Fiquei sabendo por esses dias que os três troféus dos 3 brasileiros conquistados pelo Flu iriam ser expostos em Álvaro Chaves e soube também que a sala de troféus estava sendo reformada(com orçamento estimado em 250mil reais) e iria ser entregue em breve.Fiquei ansioso para ver o resultado desta feliz coincidência, nossa sala reaberta e a exposição da taça do tri junto com as anteriores.
Tão logo reinauguraram-na, fui procurar imagens na internet.Imaginem qual não foi minha decepção quando vi a sala de troféus do Flu ser reaberta ao público e bati os olhos naquela coisa terrível que deveria ser o grande hall da celebração das nossas conquistas . Móveis antiqüíssimos pintados num tom verde “cocô de neném” (dizem que alguns estavam calçados com papelão pra não tombar...francamente) com as taças dentro e as inscrições do que era cada uma escritas ‘a mão’ feito cartaz de supermercado.

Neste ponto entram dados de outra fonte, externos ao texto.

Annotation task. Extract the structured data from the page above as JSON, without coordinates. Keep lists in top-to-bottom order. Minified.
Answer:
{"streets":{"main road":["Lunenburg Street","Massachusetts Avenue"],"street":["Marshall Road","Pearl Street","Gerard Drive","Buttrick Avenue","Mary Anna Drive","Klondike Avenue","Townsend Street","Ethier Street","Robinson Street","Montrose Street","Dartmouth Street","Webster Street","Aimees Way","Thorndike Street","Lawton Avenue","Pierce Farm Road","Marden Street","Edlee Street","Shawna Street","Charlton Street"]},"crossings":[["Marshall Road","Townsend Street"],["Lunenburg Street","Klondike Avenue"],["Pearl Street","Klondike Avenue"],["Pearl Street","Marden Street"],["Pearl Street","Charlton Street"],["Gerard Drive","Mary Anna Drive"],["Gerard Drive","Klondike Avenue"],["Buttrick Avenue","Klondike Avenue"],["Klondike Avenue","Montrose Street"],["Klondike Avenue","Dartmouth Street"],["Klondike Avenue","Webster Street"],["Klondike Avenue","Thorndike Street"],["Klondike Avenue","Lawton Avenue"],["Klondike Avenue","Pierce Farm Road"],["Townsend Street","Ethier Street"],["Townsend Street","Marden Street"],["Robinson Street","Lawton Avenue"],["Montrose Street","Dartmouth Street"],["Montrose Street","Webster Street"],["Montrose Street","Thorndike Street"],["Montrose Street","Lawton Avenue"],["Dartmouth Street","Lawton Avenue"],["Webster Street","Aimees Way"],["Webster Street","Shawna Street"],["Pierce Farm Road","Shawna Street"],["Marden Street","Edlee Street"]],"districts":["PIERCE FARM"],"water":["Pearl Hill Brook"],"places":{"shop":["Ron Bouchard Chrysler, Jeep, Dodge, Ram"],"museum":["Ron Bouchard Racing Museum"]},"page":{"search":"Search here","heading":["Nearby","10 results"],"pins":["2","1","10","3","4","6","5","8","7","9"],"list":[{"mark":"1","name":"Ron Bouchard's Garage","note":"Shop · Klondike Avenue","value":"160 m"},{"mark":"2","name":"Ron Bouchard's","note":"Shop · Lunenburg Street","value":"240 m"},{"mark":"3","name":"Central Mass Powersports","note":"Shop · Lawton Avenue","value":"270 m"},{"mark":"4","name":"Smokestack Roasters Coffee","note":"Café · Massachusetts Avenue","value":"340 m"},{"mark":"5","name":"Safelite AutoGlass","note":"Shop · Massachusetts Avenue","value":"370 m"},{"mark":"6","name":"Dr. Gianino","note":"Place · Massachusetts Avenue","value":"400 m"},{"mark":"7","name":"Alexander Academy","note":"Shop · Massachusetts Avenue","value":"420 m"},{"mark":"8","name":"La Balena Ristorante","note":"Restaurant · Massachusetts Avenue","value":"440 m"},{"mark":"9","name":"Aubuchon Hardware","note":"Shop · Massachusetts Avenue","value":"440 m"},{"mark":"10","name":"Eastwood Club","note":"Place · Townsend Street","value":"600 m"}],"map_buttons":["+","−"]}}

Contrariando a 'lei de Tiririca',havia um erro CRASSO de concordância, num dos "armários"(sim,isso não é vitrine nem aqui nem na China...) estava escrito "campeonatos brasileirO" e como se não bastasse,o chão estava com aspecto de imundo e as taças estavam separadas do público por um vidro comum,ao invés de um anti-reflexo(qualquer museu que permite que se bata foto tem um desses). Resumindo,nenhum cuidado, nenhum capricho. Parecia que tudo tinha sido feito ‘nas coxas’,pra dar tempo de reabrir antes de acabar a atual gestão(coisa bem típica de político, inaugurar sem estar pronto,afinal, a posteridade não vai saber disso,vale a data que ta escrita na plaquinha e pronto,ué).
Pior, a taça da Copa do Brasil(que de branca passou a parda,de tão mal cuidad) que ganhamos em 2007 estava ALTERADA(isso mesmo,ALTERADA!!) algum engraçadinho METEU A MÃO NA TAÇA na hora de bater foto(como deixaram isso?) e a quebrou e ao invés de consertarem ou tirarem de lá até fazerem um reparo,não,puseram 1 esfera falsa em cima da base da taça e ficou por isso mesmo. Tragi-cômico.
Imediatamente, duas coisas vieram à minha cabeça. A primeira foi ”que vergonha,não é possível que tenham feito isso de verdade” e a segunda foi ”como assim 250 mil gastos pra...isso?”.Depois quando reli a reportagem e revi as imagens vexatórias de uma sala de troféus que seria fantástica se fosse pra um time de várzea, fiquei pensando que este ridículo(o ultimo da gestão Horcades) na verdade não era o problema ,em si,e sim o sintoma. O Flu se encontra num momento de crise não apenas financeira e institucional(ao invés de ser 1 clube que tem 1 patrocinador,tá quase virando 1 patrocinador que tem um clube, mas uma crise existencial.Sim,a questão é quase filosófica, eu diria.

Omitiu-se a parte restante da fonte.